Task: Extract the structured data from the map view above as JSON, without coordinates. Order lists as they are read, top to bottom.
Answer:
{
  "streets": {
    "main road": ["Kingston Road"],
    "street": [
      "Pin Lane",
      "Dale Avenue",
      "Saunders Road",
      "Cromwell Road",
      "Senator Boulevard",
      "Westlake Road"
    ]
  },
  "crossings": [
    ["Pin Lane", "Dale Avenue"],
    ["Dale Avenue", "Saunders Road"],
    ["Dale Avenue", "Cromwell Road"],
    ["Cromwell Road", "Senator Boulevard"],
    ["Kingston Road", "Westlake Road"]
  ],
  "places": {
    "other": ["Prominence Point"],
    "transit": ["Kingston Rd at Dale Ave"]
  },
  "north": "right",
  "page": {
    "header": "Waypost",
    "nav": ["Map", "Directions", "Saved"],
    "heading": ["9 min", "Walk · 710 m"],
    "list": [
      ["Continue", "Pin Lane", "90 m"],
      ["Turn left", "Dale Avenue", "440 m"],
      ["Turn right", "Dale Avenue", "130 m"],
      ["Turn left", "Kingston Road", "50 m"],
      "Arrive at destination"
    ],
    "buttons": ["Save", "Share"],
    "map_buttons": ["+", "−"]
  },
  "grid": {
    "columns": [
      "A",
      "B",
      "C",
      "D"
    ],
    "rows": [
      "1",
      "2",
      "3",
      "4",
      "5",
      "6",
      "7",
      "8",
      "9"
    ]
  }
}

:::

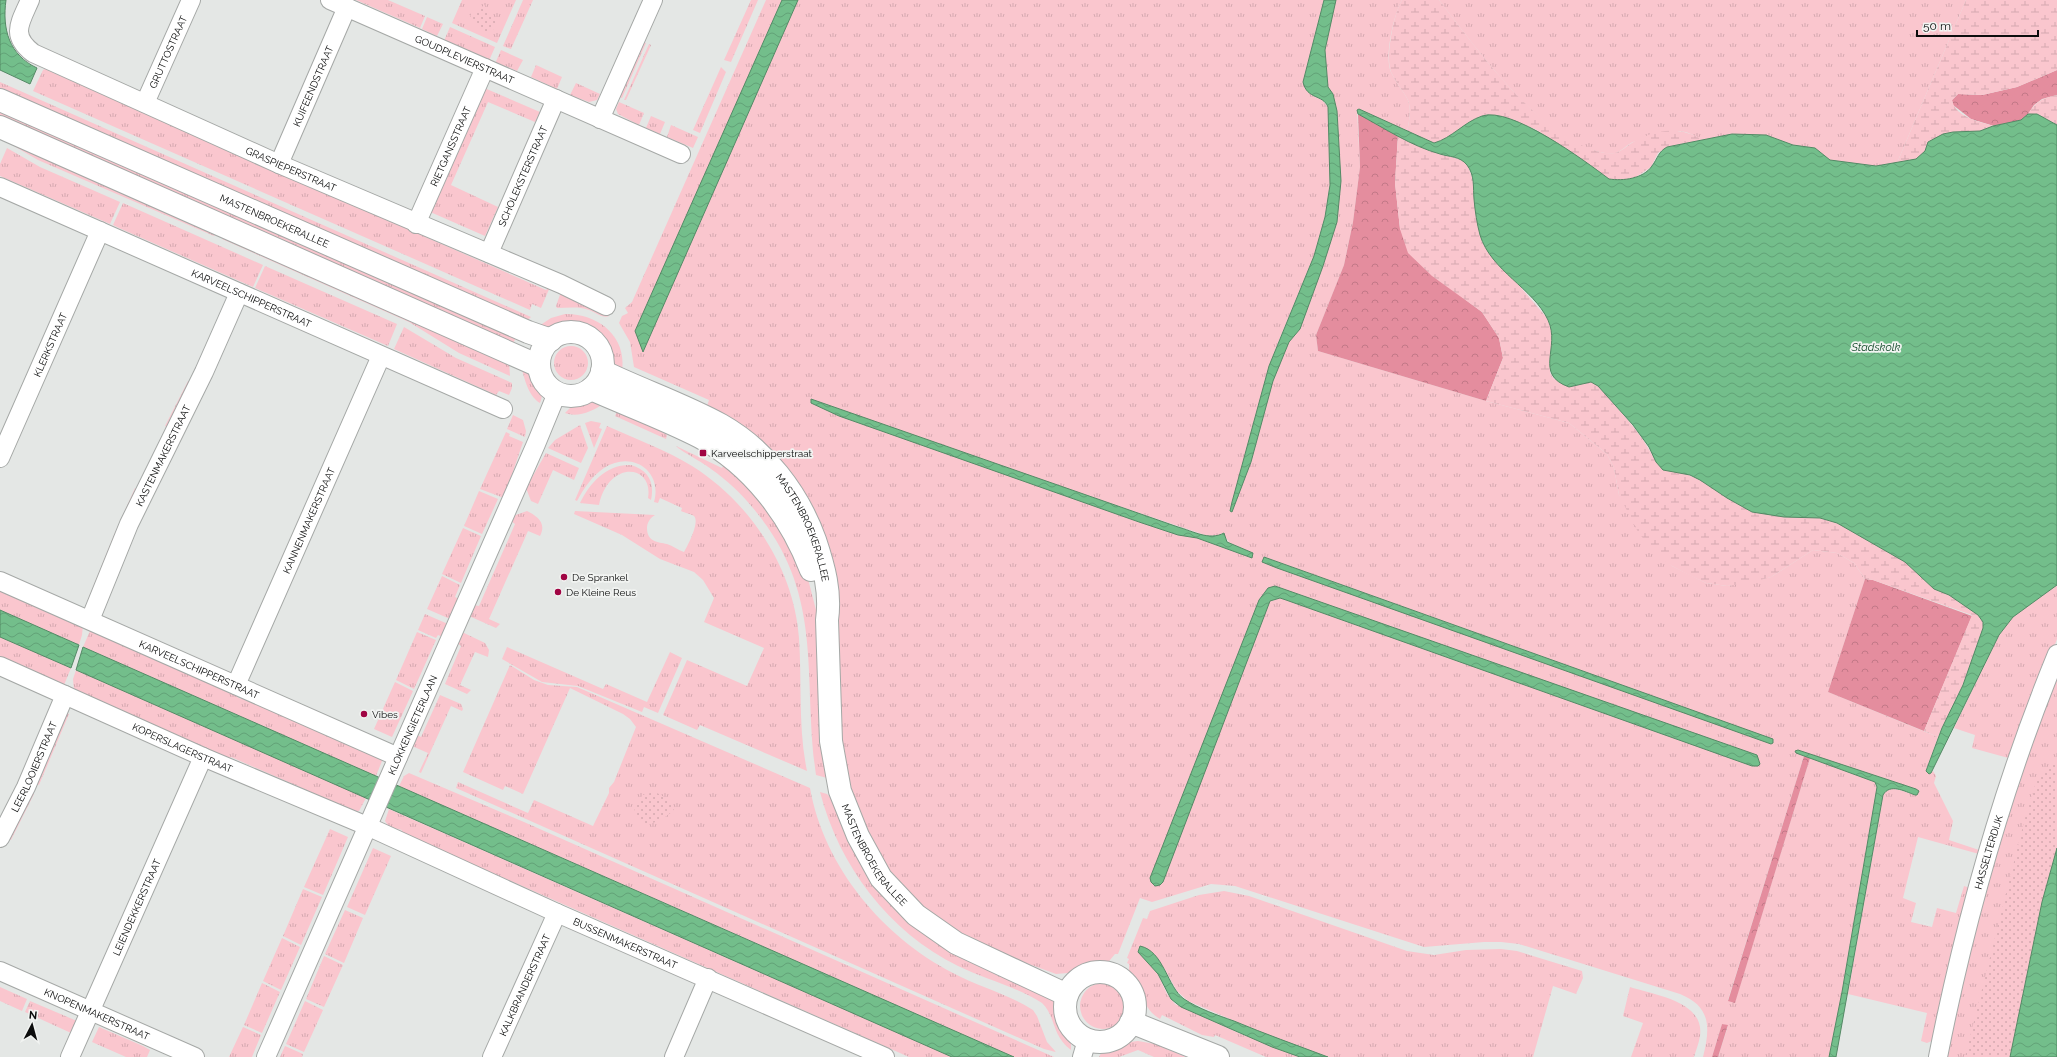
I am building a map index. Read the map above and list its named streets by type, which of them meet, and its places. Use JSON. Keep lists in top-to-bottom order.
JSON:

:::

Your objective: In the material above, how many lines have the word "JSON"? Give that number and nothing else.

Answer to the problem: 3